In February 2020, I embarked on a research trip to Kaligesing in central Java and initiated a Dolalak dance ritual performance to be filmed. This case study is one of the last remaining group with male dancers, who still transmit the original dance notation from the 1930s. Here are excerpt of the interview with the head shaman of Budi Santoso Dolalak group.

Origins, History and

Hello Mr Jono, can you share with us a brief history of Dolalak?

Assalamu’alaikum warrahmatullahi wabarakatuh / May the peace be with you.

My name is Jono Prawirodirjo. I am from the village of Kaliharjo, Kaligesing, a sub-district of Purworejo in Central Java. I want to share the history of Dolalak as a characteristic of the Kaligesing tradition and generally by people in Purworejo.

The name was not Dolalak at first. At that time, there were some Dutch colonial soliders who were on duty, they make a dance in the “Tangsi” a temporary camp. This dance was chanced upon (observed) by some people from Sejiwan in Purworejo. These people observed the movements of the dance and also the song by the colonial soldiers, and it sounded like “Do La La… Do La La… Do La La…”

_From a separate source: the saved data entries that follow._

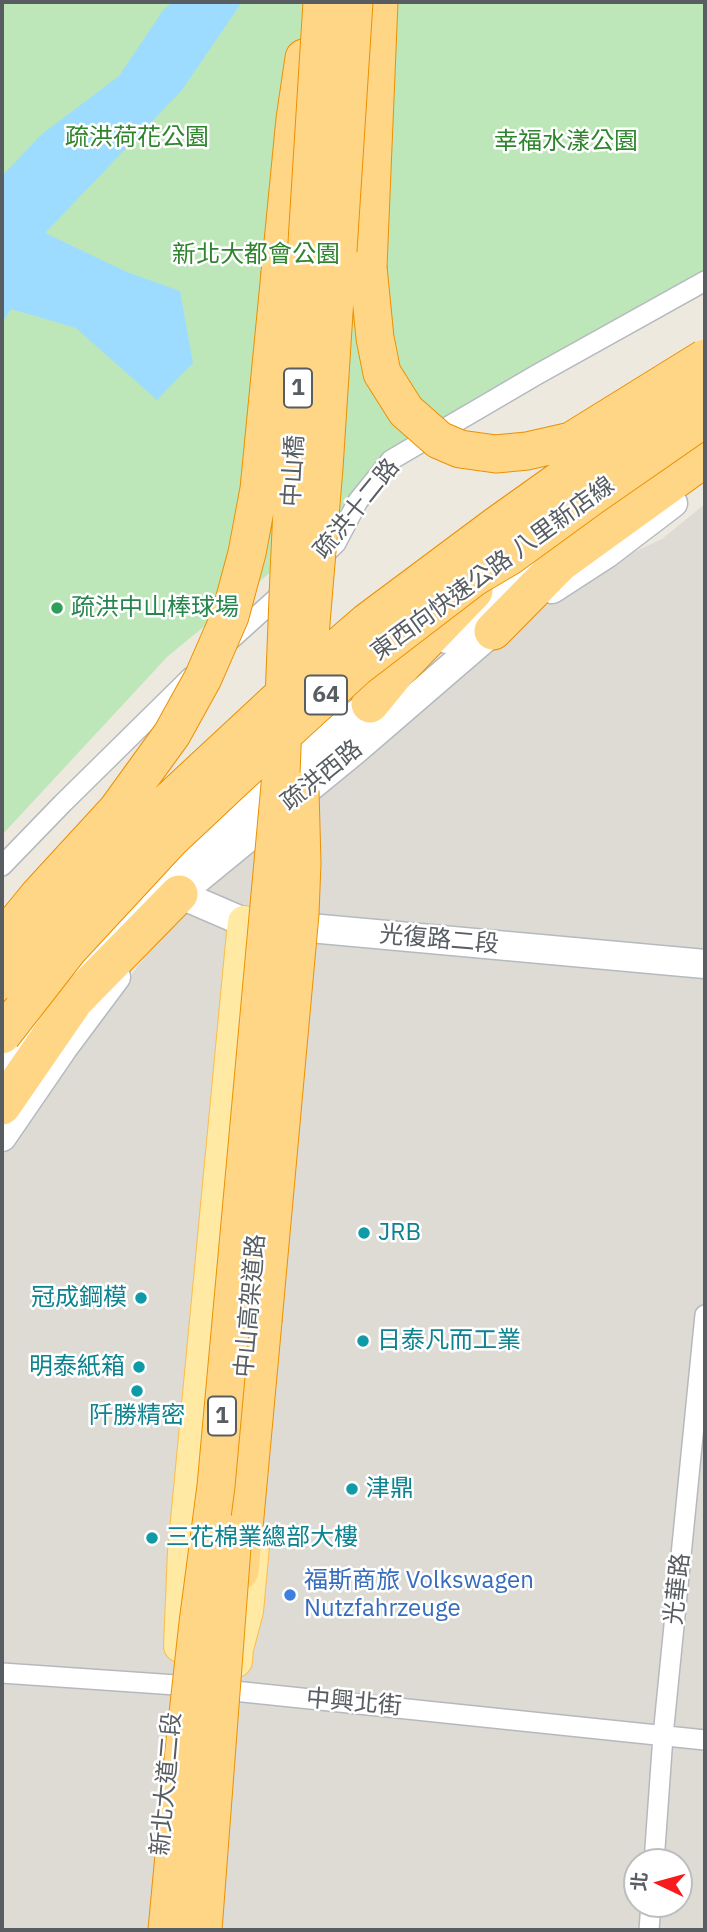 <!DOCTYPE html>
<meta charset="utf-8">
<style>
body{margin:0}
#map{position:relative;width:707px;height:1932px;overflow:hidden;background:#ede9df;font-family:"IBM Plex Sans","Noto Sans TC",sans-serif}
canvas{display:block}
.frame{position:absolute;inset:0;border:4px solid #585d62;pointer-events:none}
.north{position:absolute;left:623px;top:1848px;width:70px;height:70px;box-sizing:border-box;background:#fff;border:2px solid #bcbec0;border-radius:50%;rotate:275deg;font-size:19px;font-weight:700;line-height:28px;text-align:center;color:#585d62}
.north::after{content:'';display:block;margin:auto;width:24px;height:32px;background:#f71c1b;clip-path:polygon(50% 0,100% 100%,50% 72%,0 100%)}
</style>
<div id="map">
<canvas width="707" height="1932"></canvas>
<div class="frame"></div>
<div class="north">北</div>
</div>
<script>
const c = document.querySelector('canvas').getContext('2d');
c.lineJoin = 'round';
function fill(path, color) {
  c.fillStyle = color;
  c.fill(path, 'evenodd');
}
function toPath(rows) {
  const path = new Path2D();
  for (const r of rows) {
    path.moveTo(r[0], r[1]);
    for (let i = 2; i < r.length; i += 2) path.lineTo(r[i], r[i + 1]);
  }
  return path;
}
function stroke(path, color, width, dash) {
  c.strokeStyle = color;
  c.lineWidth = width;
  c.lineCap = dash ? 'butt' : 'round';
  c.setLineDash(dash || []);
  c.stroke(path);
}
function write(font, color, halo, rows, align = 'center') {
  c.font = font + ' "IBM Plex Sans","Noto Sans TC",sans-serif';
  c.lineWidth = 5;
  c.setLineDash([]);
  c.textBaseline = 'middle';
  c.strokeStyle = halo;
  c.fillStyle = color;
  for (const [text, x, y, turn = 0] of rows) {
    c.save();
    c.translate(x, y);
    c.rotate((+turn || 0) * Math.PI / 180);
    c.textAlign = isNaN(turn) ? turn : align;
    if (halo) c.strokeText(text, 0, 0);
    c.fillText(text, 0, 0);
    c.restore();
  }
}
const industrial = toPath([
 [705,504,705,1930,2,1930,2,1154,177,912,568,583,662,539],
 [637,1862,679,1862,679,1904,637,1904]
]);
const green = toPath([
 [2,2,705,2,705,276,505,381,168,656,2,835]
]);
const water = toPath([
 [173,2,242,2,182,90,45,233,127,272,180,291,193,363,157,400,76,328,11,309,2,323,2,176,42,134,119,76,164,9]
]);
const street = toPath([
 [319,560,336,543,358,501,391,460,538,374,705,281],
 [228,642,289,587],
 [2,866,62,804,191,677],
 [2,1673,176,1685,705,1740],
 [654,1862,663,1736,705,1315],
 [649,1930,651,1904]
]);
const secondary = toPath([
 [552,589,606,554,673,503],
 [447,639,545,557],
 [166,884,179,894,244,922,705,964],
 [168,909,179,894,355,750,493,631,508,620],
 [76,968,160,879,233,815,384,692],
 [2,1064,35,1019],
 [2,1137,63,1048,116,977]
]);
const primary = toPath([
 [180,1646,184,1552,244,922],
 [236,1661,237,1649,247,1611,253,1546]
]);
const highway = toPath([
 [368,267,379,2],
 [280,273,295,119,304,58],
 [493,631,560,563,705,458],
 [370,704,397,671,474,591],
 [2,1106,75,1000,179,894],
 [240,1571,263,1321]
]);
const highwayBridge = toPath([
 [368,267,375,338,382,373,406,411,439,440,460,449,496,454,527,451,571,441,705,358],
 [309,647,324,468,354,2],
 [2,940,38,896,117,810,172,734,203,678,230,616,247,553,259,489,280,273],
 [2,980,46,926,156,813,284,694,367,622,497,525,577,468,656,414,705,384],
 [2,1035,69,949,171,839,237,777,357,667,473,578,510,556,591,497,705,418],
 [263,1321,300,914,302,863,300,791],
 [167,1930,183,1759,198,1623,216,1486,281,774,289,573,297,403,322,2],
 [203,1930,233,1534]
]);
const markers = [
 [57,608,7,"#2e9e5b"],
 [364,1233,7,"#0f9aa8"],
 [141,1298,7,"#0f9aa8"],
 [363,1341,7,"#0f9aa8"],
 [139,1367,7,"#0f9aa8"],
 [137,1391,7,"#0f9aa8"],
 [352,1489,7,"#0f9aa8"],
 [152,1538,7,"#0f9aa8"],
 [290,1595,7,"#3f7fe0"]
];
const shields = [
 [298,388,28],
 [326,695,42],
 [222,1416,28]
];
const shieldNames = [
 ["1",298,388],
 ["64",326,695],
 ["1",222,1416]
];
const parkNames = [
 ["疏洪荷花公園",137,138],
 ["幸福水漾公園",566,142],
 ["新北大都會公園",256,255]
];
const streetNames = [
 ["中山橋",294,471,-87],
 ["疏洪十二路",357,509,-51],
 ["東西向快速公路 八里新店線",493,569,-36],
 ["疏洪西路",322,776,-39],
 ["光復路二段",439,940,5],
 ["中山高架道路",251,1306,-85],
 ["光華路",678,1589,-84],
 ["中興北街",354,1703,5],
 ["新北大道二段",167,1784,-85]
];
const leisureNames = [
 ["疏洪中山棒球場",71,608]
];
const cultureNames = [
 ["JRB",378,1233],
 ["冠成鋼模",127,1298,"right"],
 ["日泰凡而工業",377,1341],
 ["明泰紙箱",125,1367,"right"],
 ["阡勝精密",137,1416,"center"],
 ["津鼎",366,1489],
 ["三花棉業總部大樓",166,1538]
];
const shopNames = [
 ["福斯商旅 Volkswagen",304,1581],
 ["Nutzfahrzeuge",304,1609]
];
fill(industrial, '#dddbd4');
fill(green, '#bde7b9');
fill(water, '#9edcff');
stroke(street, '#b5b9be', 22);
stroke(secondary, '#b5bac0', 31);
stroke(primary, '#fdbc49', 34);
stroke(highway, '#ed9000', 39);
stroke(street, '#fff', 19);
stroke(secondary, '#fff', 28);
stroke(primary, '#ffe9a3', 32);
stroke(highway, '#ffd685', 37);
stroke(highwayBridge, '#ed9000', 39, []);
stroke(highwayBridge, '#ffd685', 37);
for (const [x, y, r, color] of markers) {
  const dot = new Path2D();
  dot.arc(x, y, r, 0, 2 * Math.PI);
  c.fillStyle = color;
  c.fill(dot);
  stroke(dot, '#fff', 2.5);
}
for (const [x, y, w] of shields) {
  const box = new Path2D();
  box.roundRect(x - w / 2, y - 19.5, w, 39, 5);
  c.fillStyle = '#fff';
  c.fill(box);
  stroke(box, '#585d62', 2);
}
write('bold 23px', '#585d62', null, shieldNames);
write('24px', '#2f852d', '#fff', parkNames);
write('24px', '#585d62', '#fff', streetNames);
write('24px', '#27864d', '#fff', leisureNames, 'left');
write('24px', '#0d838f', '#fff', cultureNames, 'left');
write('24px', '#366cbe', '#fff', shopNames, 'left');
</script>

At the very beginning, there were three persons who created this dance. But I can only remember two of them at this moment… They are Mr. Duliat and Mr. Cokee…. I forget the last one. These three persons have backgrounds in different fields. One from music, one from dance, and one from poetry. The people of Sejiwan developed the dance ritual from the observations of those three.

The dance was named “Ndolalak”, not “Dolalak”. It was difficult for the Javanese tongue to pronounce “Dolalak”. As time went by, the people of Kaliharjo learned about arts of Dolalak from the Sejiwan people. In 1936, we develop the dance notation and formed the group Budi Santoso. We are the oldest Doalak group that has a complete written history. Our organisation has passed on for seven generation of leaders and I used to be the sixth leader from 1996-2013. It is led by Mr. Bambang from 2013 until now.

Why are you interested in the dance art of Dolalak, Mr. Jono?

Most of people only knew that Do-La-La is musical scale of 1-6-6. They didn’t know any other meaning besides that of the people of Netherlands dancing and singing dolala… dolala… For me personally, I am attracted to Dolalak because I come from the low middle class of people who love the Javanese arts and cultures, such as ketoprak and karawitan (Javanese musical instrument). Then, I stared to learned Dolalak under the guidance of Mr. Bambang and fell in love with it.

Is there any deeper connections of Dolalak with the Dutch colonial history?

We only imitated the movements. Oh, wait… we also imitate the solider uniform. Dolalak’s costume is inspired by the solider uniforms of the Royal Netherlands East Indies Army, which has badges on it, and also has a hat.

Why does Javanese want to dress up as dutch colonial army? Did they assume that white colonial has a higher social class?

The reason is only that the Dutchmen really loved to give food to the indigenous people. Because we cannot communicate well to the Dutchmen, the only connection was to observe what they were doing. That’s it.